Wednesday, January 12, 2011

insert clever title here

i haven't blogged in several days. there is a general feeling of malaise over things right now. part of that is amsterdam's spurious relationship with sunlight. i do love it here, but with the sun not appearing until 9am and disappearing at 4pm, it makes it hard to do anything.

of course there is also the tragedy in arizona...at times like that making art, and even more blogging about it, seems a bit trivial. i had a wonderful lunch with nicholas mansfield yesterday (artistic administrator of the nationale reisopera) and he said he felt we was good at his job because he realized that what he did (what we do) isn't that important in the big scheme of things. it was a strange thing to hear, one is so used to hearing artists expound on the ultimate importance of art, even if the causality to explain that importance is hidden in enigmatic ways. i'm not sure i agree with him, i do think making opera is deeply important, but i also struggle to understand how it stands up against politics, when politics has the power to so change the lives of people that will never see an opera.

anyway, didn't feel much like writing, and felt very angry about the mechanization of politics, of action, of journalism, of media. it all seems like such a performance now. a great curtain of irony has descended, nothing is true, words have no meaning, everything is now reading between the lines.
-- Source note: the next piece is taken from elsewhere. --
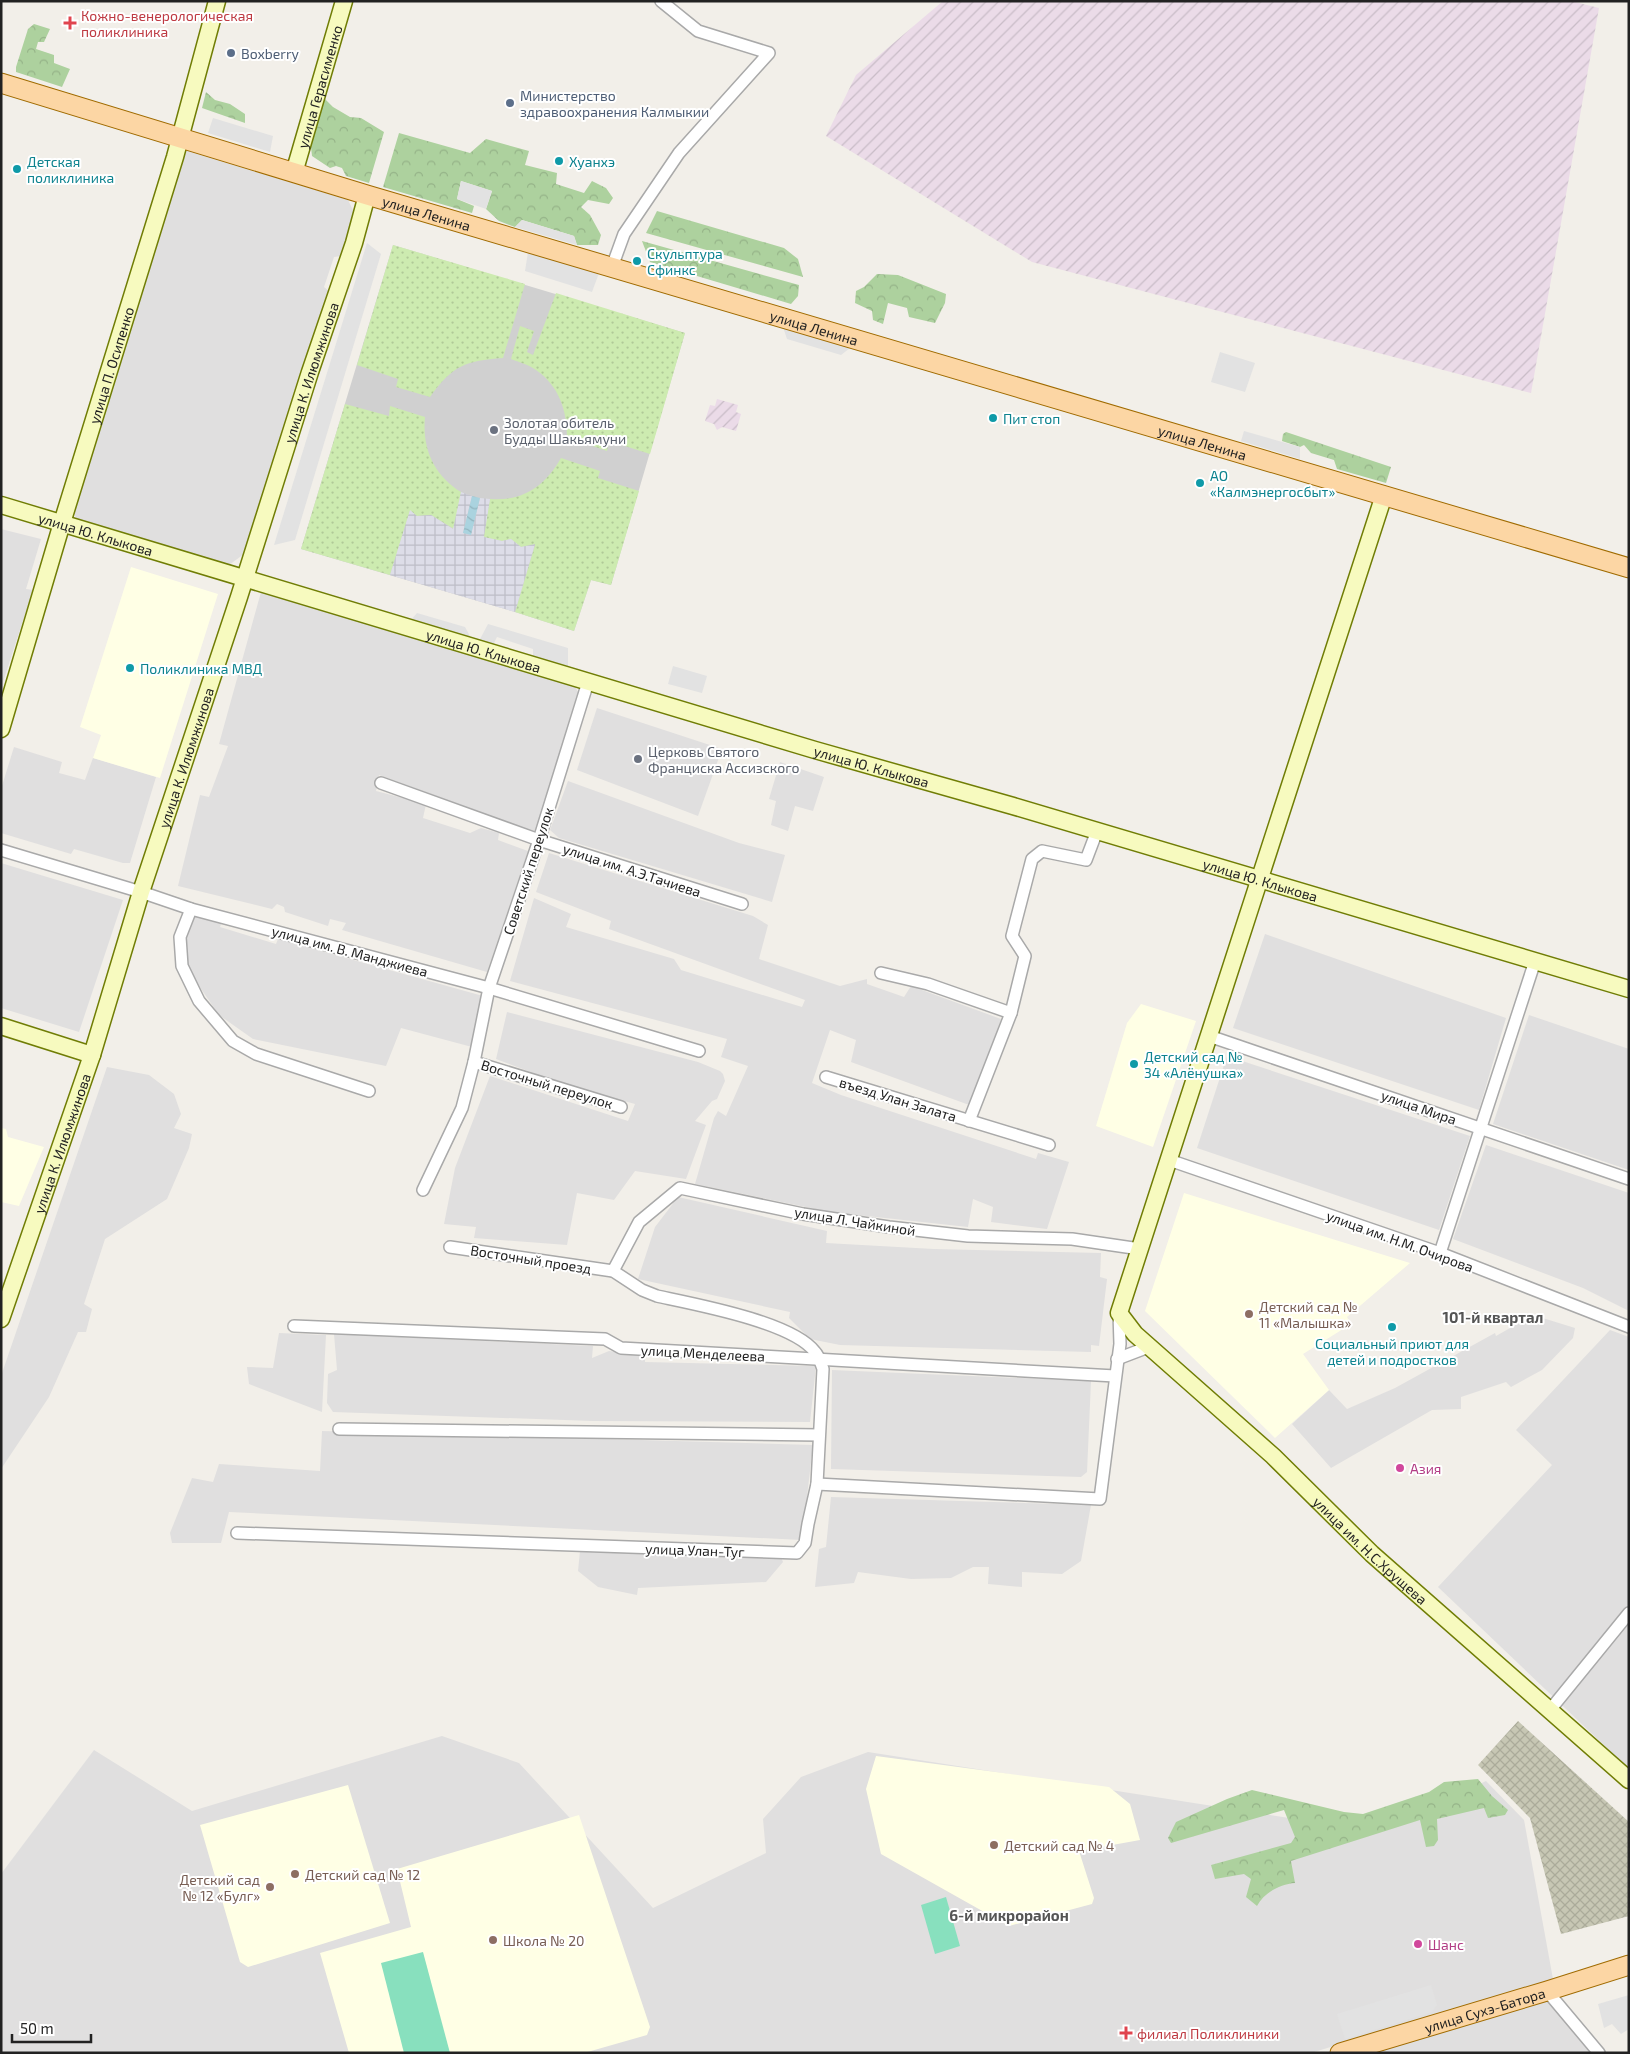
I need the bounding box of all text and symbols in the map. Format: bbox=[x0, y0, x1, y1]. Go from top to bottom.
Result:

that thought connects with the work i've been doing lately on absurdism and poulenc's "la voix humaine". i never quite realized how much until this week. i have a suspicion, however true or not, that poulenc was directly influenced by camus in writing it. i thinke even cocteau did not entirely intend it as a melodramatic naturalistic work. i think there is an entirely different reading, an absurdist reading, to the piece. ultimately, and i haven't quite figured out how to put this into words, i think it is about man's seperation from the fantasy of life, how the viel of ojective "meaning" falls away, how painful and necessary that process is, how alone man then realizes he is, and ultimately about the decision to live or die. camus says that the central philosophical question of life is suicide, and i think "la voix humaine" is also about this question. at least for me.

mostly i've been reading and constructing that idea. i also have to go to milan next week and present a concept for rossini's "aureliano in palmira", which i have in my head, but need to figure out how to articulate effectively on paper and orally.
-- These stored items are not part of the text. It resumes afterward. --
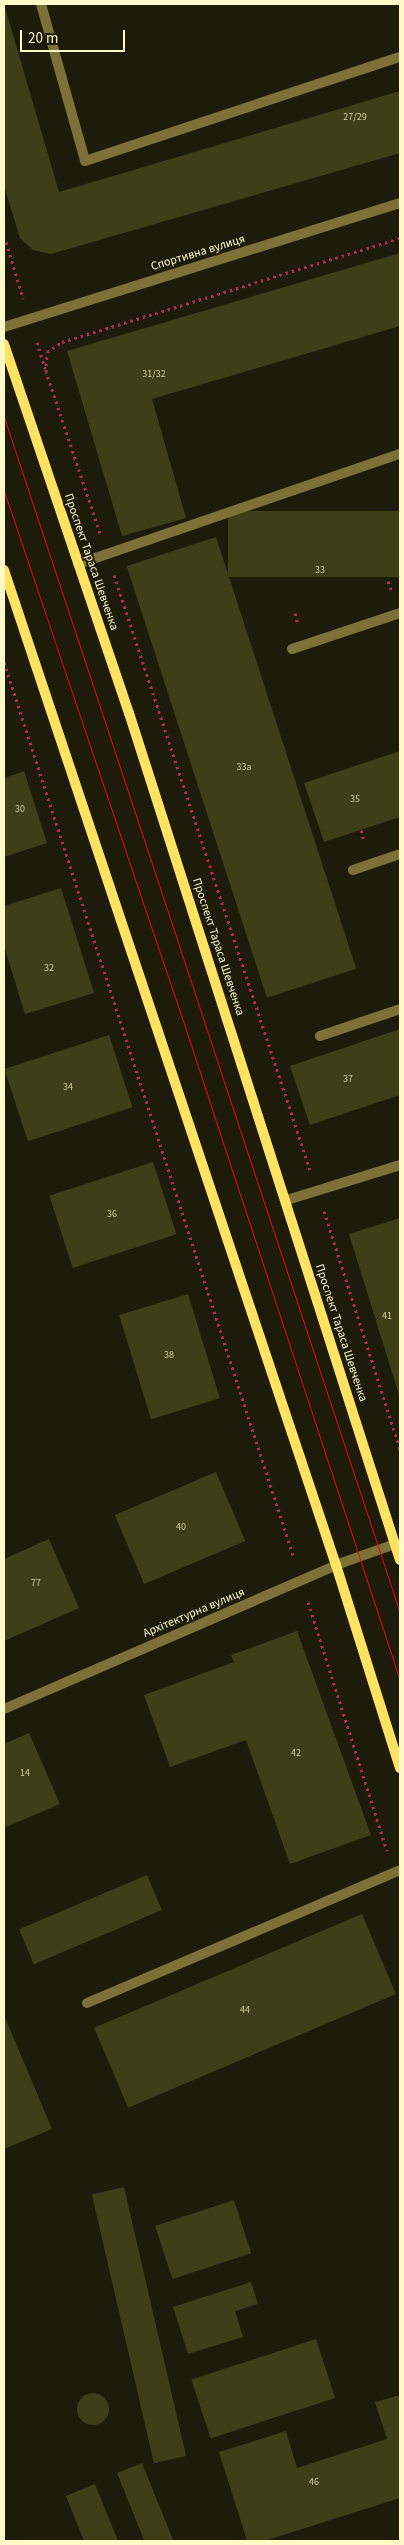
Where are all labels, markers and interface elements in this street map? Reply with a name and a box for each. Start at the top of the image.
scale bar [22,20,128,52]
text: 20 m [28,28,58,49]
house number: 27/29 [343,112,367,124]
street label: Спортивна вулиця [149,232,247,274]
house number: 31/32 [142,369,166,381]
street label: Проспект Тараса Шевченка [61,492,121,632]
house number: 33 [315,565,325,577]
house number: 33а [237,762,251,774]
house number: 35 [350,794,360,806]
house number: 30 [15,804,25,816]
street label: Проспект Тараса Шевченка [189,876,247,1018]
house number: 32 [44,963,54,975]
house number: 37 [343,1074,353,1086]
house number: 34 [63,1082,73,1094]
house number: 36 [107,1209,117,1221]
street label: Проспект Тараса Шевченка [312,1262,370,1404]
house number: 41 [382,1311,392,1323]
house number: 38 [164,1350,174,1362]
house number: 40 [176,1522,186,1534]
house number: 77 [31,1578,41,1590]
street label: Архітектурна вулиця [141,1585,247,1641]
house number: 42 [291,1748,301,1760]
house number: 14 [20,1768,30,1780]
house number: 44 [240,2005,250,2017]
house number: 46 [309,2477,319,2489]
Wednesday, January 5, 2011

how to get restarted...

i'm finding it difficult to restart after the holidays. yesterday was, in some terms, very productive...but it all ended up revolving around aot...press releases, interviews, blah, blah, blah. anne midgette did a nice piece in the post (here) about the end of that enterprise, and "lost in the stars" was saved for our final production may (now i need to get cracking on it!).

but now on to all the other projects. i'm wrapped on in "aureliano in palmira", which will probably be the biggest project i've ever done. it will also be new territory for me (pseudo-comedy...political satire). i have to admit the music is really growing on me. i go to milan in a couple weeks to meet with the conductor and the designer. that is also a new and exciting experience. but at the same time i have gonzales cantata opening in a month. i did it last year at bard, but need to relearn it. it is a tremendous piece and i hope to post more about it. i had forgotten how much i like it...witty, funny, poignant, smart...everything opera should be. but no rest for weary, right on the heels of that is la voix humaine which needs a lot of work. it is late cocteau, so post surealist, but i want to find a way to return to some of the absurdist elements and escape the typical damaged woman melodrama. we'll see... (that seems to be my moto lately).

Saturday, January 1, 2011

1.1.11

I do find a guilty pleasure in the order of numbers...

Just to announce a fantastic, if slightly blurry, New Years Eve 2010 with the divine soprano Rebecca Duren vising us in little ol'Amsterdam. We made visits to Mankind, the house of Max von Egmond and Jean Francois Beauchais, and finally to Sandy Olivers court, where we rang in the new year on the Rembrandt Plien. Somehow finding our way home and crashing to a very late morning. Now I think a little vondel in the vondelpark.